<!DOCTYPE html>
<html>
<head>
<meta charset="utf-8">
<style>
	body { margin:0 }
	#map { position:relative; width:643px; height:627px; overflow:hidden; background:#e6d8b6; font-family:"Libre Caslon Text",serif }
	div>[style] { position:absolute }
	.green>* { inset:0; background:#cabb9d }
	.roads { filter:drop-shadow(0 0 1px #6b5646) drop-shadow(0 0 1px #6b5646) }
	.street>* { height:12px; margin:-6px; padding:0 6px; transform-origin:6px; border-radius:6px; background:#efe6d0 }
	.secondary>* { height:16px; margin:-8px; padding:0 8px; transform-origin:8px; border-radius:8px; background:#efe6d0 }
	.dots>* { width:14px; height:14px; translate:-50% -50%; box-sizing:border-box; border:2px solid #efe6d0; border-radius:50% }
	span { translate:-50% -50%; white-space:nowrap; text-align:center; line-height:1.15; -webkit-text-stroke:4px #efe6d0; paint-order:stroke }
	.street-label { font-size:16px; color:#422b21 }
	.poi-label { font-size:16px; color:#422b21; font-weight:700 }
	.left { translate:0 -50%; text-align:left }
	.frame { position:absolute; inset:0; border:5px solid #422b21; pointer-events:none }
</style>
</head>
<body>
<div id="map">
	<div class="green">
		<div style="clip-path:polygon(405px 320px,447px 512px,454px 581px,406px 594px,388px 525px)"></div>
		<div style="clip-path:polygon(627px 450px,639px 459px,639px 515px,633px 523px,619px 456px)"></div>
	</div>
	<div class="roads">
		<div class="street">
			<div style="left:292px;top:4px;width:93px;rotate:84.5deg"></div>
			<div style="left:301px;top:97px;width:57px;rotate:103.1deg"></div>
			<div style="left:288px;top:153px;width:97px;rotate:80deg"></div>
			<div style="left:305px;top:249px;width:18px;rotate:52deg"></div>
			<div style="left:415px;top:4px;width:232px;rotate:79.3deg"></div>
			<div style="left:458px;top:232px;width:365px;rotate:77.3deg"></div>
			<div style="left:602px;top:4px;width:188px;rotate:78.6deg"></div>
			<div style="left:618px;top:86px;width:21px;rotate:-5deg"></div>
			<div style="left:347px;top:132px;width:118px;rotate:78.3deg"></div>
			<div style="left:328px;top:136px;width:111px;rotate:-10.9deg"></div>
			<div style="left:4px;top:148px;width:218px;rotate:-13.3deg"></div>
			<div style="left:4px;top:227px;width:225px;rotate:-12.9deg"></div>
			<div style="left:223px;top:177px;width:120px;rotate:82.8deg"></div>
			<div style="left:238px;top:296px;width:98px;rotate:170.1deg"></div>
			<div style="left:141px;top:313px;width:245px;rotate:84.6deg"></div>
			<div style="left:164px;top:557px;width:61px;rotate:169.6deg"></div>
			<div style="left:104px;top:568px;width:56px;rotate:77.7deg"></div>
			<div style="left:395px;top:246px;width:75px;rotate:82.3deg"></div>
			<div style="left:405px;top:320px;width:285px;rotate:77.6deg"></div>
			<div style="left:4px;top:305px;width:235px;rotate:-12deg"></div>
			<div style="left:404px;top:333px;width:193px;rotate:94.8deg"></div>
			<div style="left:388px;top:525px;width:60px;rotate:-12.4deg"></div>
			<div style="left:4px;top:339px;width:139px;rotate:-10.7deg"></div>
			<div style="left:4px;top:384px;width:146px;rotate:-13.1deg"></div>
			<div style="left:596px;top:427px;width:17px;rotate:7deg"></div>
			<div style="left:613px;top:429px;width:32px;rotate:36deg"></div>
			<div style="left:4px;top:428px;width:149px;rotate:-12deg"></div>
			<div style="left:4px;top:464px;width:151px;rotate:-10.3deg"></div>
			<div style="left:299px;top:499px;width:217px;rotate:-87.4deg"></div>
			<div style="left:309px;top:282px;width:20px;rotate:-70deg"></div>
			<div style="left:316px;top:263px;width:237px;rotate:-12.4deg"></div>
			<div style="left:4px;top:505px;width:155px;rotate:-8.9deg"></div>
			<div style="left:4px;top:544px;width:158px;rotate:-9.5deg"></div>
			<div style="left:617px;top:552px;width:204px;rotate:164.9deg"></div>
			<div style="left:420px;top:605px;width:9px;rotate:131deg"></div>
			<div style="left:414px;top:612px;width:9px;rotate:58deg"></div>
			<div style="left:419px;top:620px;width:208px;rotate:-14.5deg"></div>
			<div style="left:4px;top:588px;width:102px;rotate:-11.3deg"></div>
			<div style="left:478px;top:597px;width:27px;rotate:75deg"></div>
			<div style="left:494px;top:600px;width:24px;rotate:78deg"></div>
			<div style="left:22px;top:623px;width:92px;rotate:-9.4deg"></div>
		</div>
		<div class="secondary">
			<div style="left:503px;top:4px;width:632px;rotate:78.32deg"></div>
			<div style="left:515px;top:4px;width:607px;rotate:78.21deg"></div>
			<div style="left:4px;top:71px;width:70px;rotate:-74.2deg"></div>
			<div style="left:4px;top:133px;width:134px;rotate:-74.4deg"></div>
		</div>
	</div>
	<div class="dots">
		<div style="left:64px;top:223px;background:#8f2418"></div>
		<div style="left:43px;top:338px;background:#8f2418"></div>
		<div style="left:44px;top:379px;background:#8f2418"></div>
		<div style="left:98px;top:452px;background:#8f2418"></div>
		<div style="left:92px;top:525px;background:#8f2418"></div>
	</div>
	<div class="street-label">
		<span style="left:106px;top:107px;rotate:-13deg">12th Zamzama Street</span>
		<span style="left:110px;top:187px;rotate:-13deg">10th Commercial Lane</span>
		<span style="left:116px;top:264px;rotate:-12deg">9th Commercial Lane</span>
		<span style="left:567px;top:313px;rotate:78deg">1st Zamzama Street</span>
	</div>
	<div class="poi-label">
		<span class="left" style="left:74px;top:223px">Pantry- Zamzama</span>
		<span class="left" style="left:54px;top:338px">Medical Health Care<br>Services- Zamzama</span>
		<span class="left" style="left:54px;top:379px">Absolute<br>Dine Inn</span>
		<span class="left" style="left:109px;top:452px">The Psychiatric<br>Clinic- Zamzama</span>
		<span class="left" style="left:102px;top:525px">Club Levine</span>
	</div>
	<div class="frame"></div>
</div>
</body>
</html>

────────

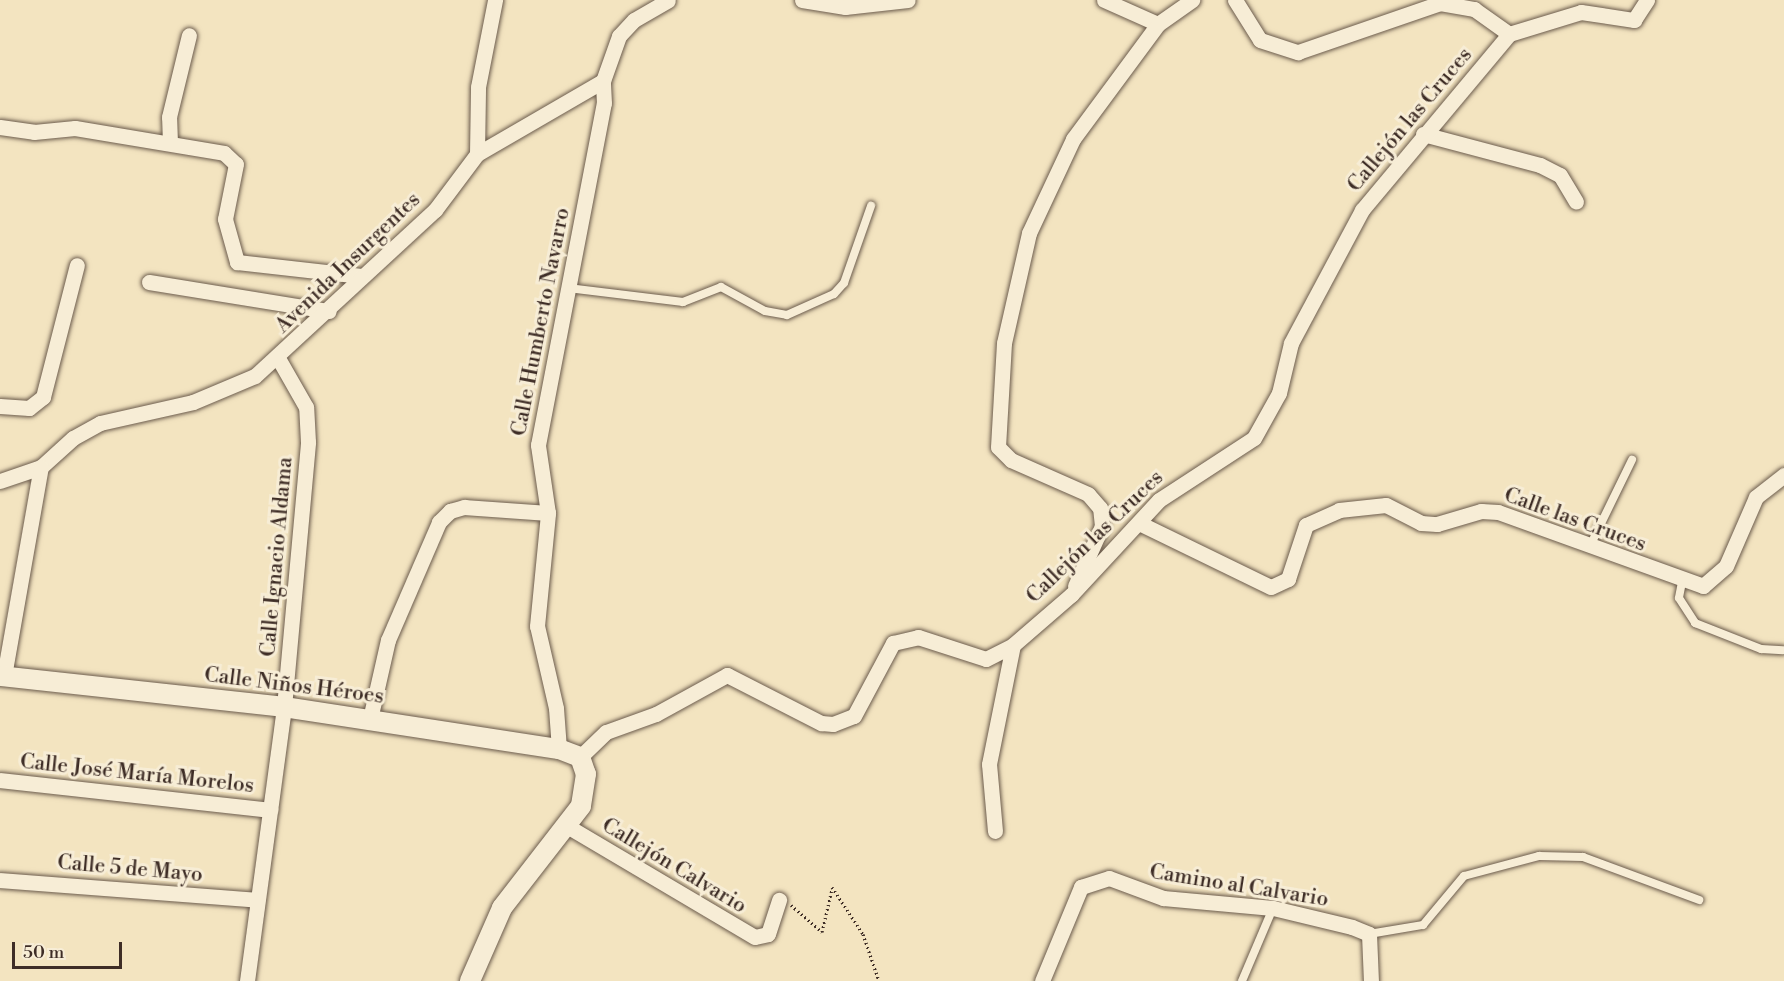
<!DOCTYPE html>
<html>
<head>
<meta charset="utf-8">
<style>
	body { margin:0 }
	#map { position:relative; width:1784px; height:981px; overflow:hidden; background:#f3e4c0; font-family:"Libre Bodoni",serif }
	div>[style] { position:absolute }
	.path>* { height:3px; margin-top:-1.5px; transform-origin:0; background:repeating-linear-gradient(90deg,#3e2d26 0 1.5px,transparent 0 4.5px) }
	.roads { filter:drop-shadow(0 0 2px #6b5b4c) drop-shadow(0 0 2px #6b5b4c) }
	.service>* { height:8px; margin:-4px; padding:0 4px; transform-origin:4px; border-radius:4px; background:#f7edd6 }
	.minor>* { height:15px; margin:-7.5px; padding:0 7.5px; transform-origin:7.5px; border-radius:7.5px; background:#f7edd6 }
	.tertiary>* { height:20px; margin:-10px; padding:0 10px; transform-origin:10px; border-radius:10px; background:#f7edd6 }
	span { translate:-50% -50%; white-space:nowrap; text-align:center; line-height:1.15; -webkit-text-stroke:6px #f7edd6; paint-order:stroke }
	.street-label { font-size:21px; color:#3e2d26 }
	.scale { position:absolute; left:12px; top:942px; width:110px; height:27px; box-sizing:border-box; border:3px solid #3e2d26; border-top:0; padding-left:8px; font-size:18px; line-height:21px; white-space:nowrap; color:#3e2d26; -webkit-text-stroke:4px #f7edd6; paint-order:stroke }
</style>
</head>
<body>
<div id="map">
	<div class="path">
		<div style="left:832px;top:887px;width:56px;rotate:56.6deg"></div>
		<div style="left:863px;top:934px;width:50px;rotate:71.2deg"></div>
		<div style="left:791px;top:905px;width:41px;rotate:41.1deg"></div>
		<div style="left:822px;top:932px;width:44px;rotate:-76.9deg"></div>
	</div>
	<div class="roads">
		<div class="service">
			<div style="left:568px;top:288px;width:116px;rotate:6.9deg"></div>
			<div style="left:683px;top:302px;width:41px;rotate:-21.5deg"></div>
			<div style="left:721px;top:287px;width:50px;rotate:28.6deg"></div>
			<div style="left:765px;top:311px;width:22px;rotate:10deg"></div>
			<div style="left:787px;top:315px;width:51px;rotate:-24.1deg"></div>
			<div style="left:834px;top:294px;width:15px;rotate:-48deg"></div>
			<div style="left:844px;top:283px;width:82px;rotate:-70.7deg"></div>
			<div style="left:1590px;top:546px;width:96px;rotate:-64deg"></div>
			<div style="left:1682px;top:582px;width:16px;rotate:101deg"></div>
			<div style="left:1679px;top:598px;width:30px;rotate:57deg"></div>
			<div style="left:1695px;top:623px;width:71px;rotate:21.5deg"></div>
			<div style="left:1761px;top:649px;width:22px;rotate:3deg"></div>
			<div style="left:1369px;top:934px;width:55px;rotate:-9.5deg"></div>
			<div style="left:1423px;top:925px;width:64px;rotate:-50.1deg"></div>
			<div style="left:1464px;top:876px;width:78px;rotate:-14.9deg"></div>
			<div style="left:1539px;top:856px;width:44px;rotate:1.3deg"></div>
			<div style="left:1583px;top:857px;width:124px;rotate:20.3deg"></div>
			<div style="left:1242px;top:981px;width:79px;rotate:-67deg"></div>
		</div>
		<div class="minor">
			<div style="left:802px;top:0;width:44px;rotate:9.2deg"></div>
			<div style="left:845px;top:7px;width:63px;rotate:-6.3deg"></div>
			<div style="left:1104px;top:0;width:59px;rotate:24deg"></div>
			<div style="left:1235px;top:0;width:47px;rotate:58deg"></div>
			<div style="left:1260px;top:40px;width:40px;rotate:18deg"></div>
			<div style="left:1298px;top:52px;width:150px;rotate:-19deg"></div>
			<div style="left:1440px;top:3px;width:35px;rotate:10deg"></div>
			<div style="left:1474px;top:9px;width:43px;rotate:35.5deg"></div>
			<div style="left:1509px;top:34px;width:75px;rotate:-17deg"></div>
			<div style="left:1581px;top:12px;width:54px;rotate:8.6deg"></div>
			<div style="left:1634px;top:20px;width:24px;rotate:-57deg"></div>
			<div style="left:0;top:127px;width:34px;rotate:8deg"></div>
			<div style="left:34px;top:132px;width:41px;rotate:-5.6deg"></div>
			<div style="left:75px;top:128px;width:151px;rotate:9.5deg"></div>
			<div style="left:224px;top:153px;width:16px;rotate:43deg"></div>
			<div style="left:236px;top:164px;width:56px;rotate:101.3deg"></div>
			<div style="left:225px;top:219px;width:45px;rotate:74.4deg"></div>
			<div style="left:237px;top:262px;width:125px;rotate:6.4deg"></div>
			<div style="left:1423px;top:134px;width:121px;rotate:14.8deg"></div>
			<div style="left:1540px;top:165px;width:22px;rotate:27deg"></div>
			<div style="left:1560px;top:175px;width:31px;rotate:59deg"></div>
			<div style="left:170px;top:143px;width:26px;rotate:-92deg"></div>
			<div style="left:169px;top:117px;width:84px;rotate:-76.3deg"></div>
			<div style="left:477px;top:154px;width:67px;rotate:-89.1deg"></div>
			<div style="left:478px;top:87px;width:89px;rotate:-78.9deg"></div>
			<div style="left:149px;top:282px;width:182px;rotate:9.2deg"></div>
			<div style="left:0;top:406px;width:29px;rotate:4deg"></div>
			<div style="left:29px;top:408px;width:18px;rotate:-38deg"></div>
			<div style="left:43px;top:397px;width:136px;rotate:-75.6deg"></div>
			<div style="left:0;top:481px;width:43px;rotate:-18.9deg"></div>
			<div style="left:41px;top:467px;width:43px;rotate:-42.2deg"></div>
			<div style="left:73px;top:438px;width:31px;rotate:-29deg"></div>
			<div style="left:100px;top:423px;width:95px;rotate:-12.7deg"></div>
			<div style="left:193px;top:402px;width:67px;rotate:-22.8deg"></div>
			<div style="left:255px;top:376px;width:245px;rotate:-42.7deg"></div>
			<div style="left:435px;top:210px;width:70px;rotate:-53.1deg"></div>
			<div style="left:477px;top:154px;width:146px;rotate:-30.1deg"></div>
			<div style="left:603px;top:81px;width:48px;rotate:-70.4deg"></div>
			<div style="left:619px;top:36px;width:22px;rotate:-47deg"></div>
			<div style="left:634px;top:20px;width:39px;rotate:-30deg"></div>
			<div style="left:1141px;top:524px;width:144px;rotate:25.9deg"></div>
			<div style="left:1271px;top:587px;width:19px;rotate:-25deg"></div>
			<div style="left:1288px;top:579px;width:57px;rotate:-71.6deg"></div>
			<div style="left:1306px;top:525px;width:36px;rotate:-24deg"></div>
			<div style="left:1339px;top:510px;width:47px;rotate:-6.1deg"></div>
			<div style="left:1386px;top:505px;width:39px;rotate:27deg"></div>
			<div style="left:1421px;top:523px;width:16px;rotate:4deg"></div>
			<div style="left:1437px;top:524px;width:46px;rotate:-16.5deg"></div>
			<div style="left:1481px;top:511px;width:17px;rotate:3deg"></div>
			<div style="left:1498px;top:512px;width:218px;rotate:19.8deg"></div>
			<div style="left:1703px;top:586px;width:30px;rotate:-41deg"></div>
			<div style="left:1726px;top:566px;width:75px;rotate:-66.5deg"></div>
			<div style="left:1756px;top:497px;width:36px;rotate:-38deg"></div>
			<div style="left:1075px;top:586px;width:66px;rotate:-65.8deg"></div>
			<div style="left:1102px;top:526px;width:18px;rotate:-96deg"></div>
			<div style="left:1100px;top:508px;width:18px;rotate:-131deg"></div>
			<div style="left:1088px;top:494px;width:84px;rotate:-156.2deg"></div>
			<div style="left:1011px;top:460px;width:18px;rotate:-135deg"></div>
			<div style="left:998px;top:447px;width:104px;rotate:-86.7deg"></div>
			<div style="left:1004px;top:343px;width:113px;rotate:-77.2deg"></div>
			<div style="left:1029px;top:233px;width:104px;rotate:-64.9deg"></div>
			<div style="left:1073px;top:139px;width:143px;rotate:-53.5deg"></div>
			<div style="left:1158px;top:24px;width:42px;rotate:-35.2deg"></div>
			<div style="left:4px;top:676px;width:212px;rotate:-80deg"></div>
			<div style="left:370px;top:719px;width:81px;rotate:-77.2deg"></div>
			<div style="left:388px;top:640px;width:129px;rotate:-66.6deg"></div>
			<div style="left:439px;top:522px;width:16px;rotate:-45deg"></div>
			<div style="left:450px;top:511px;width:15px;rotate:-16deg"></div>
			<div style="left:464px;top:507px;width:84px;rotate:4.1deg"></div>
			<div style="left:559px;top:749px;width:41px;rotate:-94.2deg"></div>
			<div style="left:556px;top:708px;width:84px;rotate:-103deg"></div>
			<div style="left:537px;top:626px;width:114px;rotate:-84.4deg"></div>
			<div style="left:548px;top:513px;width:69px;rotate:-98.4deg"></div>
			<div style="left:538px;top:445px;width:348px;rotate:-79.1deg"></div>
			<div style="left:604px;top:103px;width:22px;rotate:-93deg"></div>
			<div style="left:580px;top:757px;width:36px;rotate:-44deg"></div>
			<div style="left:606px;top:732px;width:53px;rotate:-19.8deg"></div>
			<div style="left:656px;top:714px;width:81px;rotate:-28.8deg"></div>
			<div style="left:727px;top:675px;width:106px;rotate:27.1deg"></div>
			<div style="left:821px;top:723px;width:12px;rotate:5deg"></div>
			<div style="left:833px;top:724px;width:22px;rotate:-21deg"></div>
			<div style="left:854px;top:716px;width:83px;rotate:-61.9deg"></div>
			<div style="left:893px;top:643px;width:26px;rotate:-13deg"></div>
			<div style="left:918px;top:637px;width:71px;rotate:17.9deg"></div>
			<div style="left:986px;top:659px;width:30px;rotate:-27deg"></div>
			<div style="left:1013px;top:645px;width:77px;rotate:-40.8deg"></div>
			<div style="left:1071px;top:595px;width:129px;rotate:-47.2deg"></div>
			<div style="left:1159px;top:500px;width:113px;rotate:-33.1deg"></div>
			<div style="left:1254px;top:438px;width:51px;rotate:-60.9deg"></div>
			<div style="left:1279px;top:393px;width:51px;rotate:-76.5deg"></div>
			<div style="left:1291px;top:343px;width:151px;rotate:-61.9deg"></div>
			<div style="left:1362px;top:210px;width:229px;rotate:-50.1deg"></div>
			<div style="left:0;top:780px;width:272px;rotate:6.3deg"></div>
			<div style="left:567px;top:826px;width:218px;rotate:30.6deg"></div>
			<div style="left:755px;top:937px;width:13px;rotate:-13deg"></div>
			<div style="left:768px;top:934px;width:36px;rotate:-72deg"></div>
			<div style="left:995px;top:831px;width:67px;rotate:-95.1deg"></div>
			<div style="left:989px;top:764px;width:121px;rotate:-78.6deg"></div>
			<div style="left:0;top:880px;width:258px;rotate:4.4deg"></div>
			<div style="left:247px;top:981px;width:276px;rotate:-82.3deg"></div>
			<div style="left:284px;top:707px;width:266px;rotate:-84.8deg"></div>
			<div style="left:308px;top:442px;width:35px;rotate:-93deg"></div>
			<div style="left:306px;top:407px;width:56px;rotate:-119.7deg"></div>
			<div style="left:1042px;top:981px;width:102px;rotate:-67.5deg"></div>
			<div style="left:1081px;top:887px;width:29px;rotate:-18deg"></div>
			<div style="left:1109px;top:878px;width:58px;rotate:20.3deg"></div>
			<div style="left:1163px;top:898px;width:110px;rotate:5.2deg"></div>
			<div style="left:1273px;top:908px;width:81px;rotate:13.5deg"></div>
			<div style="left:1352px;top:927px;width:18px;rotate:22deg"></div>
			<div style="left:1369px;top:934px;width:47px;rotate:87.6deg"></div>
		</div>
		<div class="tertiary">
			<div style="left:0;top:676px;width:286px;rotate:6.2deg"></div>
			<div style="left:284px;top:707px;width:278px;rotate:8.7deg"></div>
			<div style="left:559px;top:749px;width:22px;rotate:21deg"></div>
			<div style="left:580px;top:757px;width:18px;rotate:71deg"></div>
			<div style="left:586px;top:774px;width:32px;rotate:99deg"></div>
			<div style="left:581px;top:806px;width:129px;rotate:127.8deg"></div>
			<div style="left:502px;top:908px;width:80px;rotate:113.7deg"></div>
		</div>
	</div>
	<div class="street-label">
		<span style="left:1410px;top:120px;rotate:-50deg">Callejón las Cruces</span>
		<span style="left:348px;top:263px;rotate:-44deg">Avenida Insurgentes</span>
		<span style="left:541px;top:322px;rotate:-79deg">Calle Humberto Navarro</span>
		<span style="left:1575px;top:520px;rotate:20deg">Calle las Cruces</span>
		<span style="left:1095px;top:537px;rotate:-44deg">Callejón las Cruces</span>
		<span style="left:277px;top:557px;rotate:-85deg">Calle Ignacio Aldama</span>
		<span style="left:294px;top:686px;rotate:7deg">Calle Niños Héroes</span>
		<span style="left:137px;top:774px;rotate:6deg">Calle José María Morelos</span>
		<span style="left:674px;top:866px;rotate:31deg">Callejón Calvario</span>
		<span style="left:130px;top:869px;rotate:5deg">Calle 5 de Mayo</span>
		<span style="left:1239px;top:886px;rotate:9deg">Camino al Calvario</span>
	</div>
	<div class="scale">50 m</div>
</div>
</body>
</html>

────────

Work required: Set down precisely the lines above between the line holding "position:relative; width:1784px; height:981px;" and the line holding "height:8px; margin:-4px; padding:0", inclusive, and nothing beyond them.

Solved problem:
	#map { position:relative; width:1784px; height:981px; overflow:hidden; background:#f3e4c0; font-family:"Libre Bodoni",serif }
	div>[style] { position:absolute }
	.path>* { height:3px; margin-top:-1.5px; transform-origin:0; background:repeating-linear-gradient(90deg,#3e2d26 0 1.5px,transparent 0 4.5px) }
	.roads { filter:drop-shadow(0 0 2px #6b5b4c) drop-shadow(0 0 2px #6b5b4c) }
	.service>* { height:8px; margin:-4px; padding:0 4px; transform-origin:4px; border-radius:4px; background:#f7edd6 }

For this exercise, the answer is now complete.